▶ _What you are asked to do_
In your copy, each line below is repeated exactly and no image appears.

▶ _Records to use_
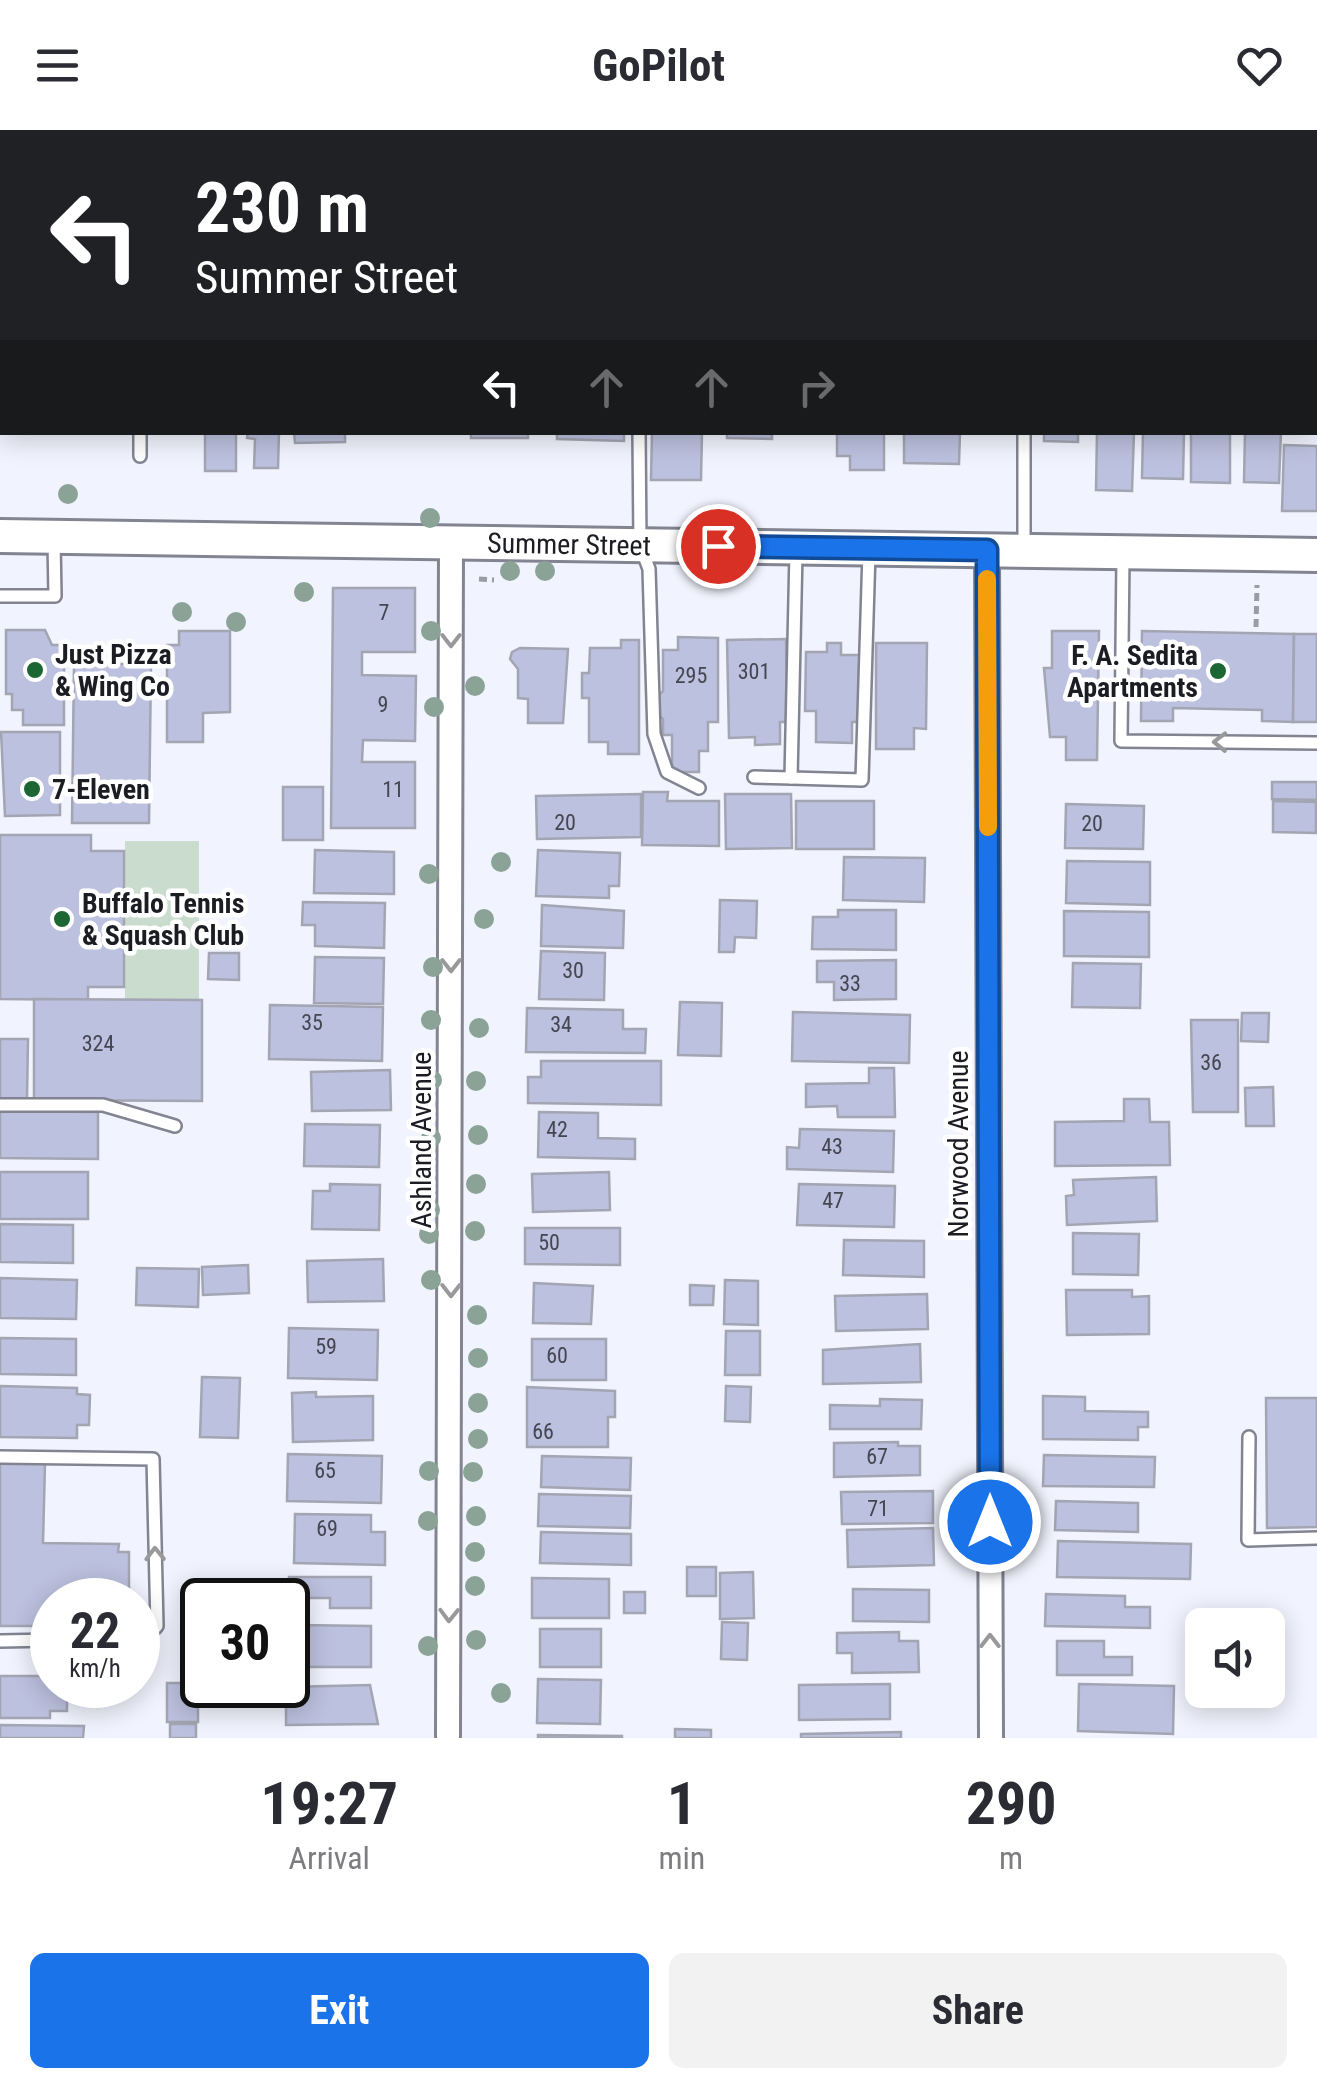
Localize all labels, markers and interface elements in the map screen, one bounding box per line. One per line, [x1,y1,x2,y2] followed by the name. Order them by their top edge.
[30,38,85,93] icon: menu
[1232,38,1287,93] icon: heart
[592,39,725,92] text: GoPilot
[195,167,369,249] text: 230 m
[30,170,160,300] icon: left
[195,251,458,304] text: Summer Street
[474,360,529,415] icon: left
[579,360,634,415] icon: ahead
[684,360,739,415] icon: ahead
[789,360,844,415] icon: right
[676,504,761,589] pin
[691,519,746,574] icon: arrive
[487,527,651,562] street label: Summer Street
[379,600,389,625] house number: 7
[440,632,462,648] one-way arrow
[55,638,172,703] place label: Just Pizza & Wing Co
[1067,639,1198,704] place label: F. A. Sedita Apartments
[24,659,46,681] marker: Just Pizza & Wing Co
[738,659,770,684] house number: 301
[1207,660,1229,682] marker: F. A. Sedita Apartments
[675,663,707,688] house number: 295
[378,692,388,717] house number: 9
[1211,731,1226,753] one-way arrow
[52,773,150,806] place label: 7-Eleven
[382,777,404,802] house number: 11
[21,778,43,800] marker: 7-Eleven
[554,810,576,835] house number: 20
[1081,811,1103,836] house number: 20
[82,887,244,952] place label: Buffalo Tennis & Squash Club
[51,908,73,930] marker: Buffalo Tennis & Squash Club
[440,958,462,973] one-way arrow
[562,958,584,983] house number: 30
[839,971,861,996] house number: 33
[301,1010,323,1035] house number: 35
[550,1012,572,1037] house number: 34
[82,1031,114,1056] house number: 324
[942,1050,975,1238] street label: Norwood Avenue
[1200,1050,1222,1075] house number: 36
[405,1052,438,1228] street label: Ashland Avenue
[546,1117,568,1142] house number: 42
[821,1134,843,1159] house number: 43
[822,1188,844,1213] house number: 47
[538,1230,560,1255] house number: 50
[440,1282,462,1298] one-way arrow
[315,1334,337,1359] house number: 59
[546,1343,568,1368] house number: 60
[532,1419,554,1444] house number: 66
[866,1444,888,1469] house number: 67
[314,1458,336,1483] house number: 65
[938,1470,1042,1574] position arrow
[867,1496,889,1521] house number: 71
[316,1516,338,1541] house number: 69
[145,1545,166,1561] one-way arrow
[180,1578,310,1708] speed limit sign: 30
[70,1602,120,1660] text: 22
[438,1607,459,1623] one-way arrow
[1185,1608,1285,1708] map controls
[1185,1608,1285,1708] button: sound
[979,1632,1001,1648] one-way arrow
[69,1654,121,1683] text: km/h
[260,1768,398,1839] text: 19:27
[667,1768,697,1839] text: 1
[966,1768,1057,1839] text: 290
[288,1839,370,1877] text: Arrival
[658,1839,705,1877] text: min
[999,1839,1023,1877] text: m
[30,1953,649,2068] button: Exit
[669,1953,1287,2068] button: Share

▶ _Task answer_
Localize all labels, markers and interface elements in the map screen, one bounding box per line. One per line, [x1,y1,x2,y2] followed by the name. Order them by their top edge.
[30,38,85,93] icon: menu
[1232,38,1287,93] icon: heart
[592,39,725,92] text: GoPilot
[195,167,369,249] text: 230 m
[30,170,160,300] icon: left
[195,251,458,304] text: Summer Street
[474,360,529,415] icon: left
[579,360,634,415] icon: ahead
[684,360,739,415] icon: ahead
[789,360,844,415] icon: right
[676,504,761,589] pin
[691,519,746,574] icon: arrive
[487,527,651,562] street label: Summer Street
[379,600,389,625] house number: 7
[440,632,462,648] one-way arrow
[55,638,172,703] place label: Just Pizza & Wing Co
[1067,639,1198,704] place label: F. A. Sedita Apartments
[24,659,46,681] marker: Just Pizza & Wing Co
[738,659,770,684] house number: 301
[1207,660,1229,682] marker: F. A. Sedita Apartments
[675,663,707,688] house number: 295
[378,692,388,717] house number: 9
[1211,731,1226,753] one-way arrow
[52,773,150,806] place label: 7-Eleven
[382,777,404,802] house number: 11
[21,778,43,800] marker: 7-Eleven
[554,810,576,835] house number: 20
[1081,811,1103,836] house number: 20
[82,887,244,952] place label: Buffalo Tennis & Squash Club
[51,908,73,930] marker: Buffalo Tennis & Squash Club
[440,958,462,973] one-way arrow
[562,958,584,983] house number: 30
[839,971,861,996] house number: 33
[301,1010,323,1035] house number: 35
[550,1012,572,1037] house number: 34
[82,1031,114,1056] house number: 324
[942,1050,975,1238] street label: Norwood Avenue
[1200,1050,1222,1075] house number: 36
[405,1052,438,1228] street label: Ashland Avenue
[546,1117,568,1142] house number: 42
[821,1134,843,1159] house number: 43
[822,1188,844,1213] house number: 47
[538,1230,560,1255] house number: 50
[440,1282,462,1298] one-way arrow
[315,1334,337,1359] house number: 59
[546,1343,568,1368] house number: 60
[532,1419,554,1444] house number: 66
[866,1444,888,1469] house number: 67
[314,1458,336,1483] house number: 65
[938,1470,1042,1574] position arrow
[867,1496,889,1521] house number: 71
[316,1516,338,1541] house number: 69
[145,1545,166,1561] one-way arrow
[180,1578,310,1708] speed limit sign: 30
[70,1602,120,1660] text: 22
[438,1607,459,1623] one-way arrow
[1185,1608,1285,1708] map controls
[1185,1608,1285,1708] button: sound
[979,1632,1001,1648] one-way arrow
[69,1654,121,1683] text: km/h
[260,1768,398,1839] text: 19:27
[667,1768,697,1839] text: 1
[966,1768,1057,1839] text: 290
[288,1839,370,1877] text: Arrival
[658,1839,705,1877] text: min
[999,1839,1023,1877] text: m
[30,1953,649,2068] button: Exit
[669,1953,1287,2068] button: Share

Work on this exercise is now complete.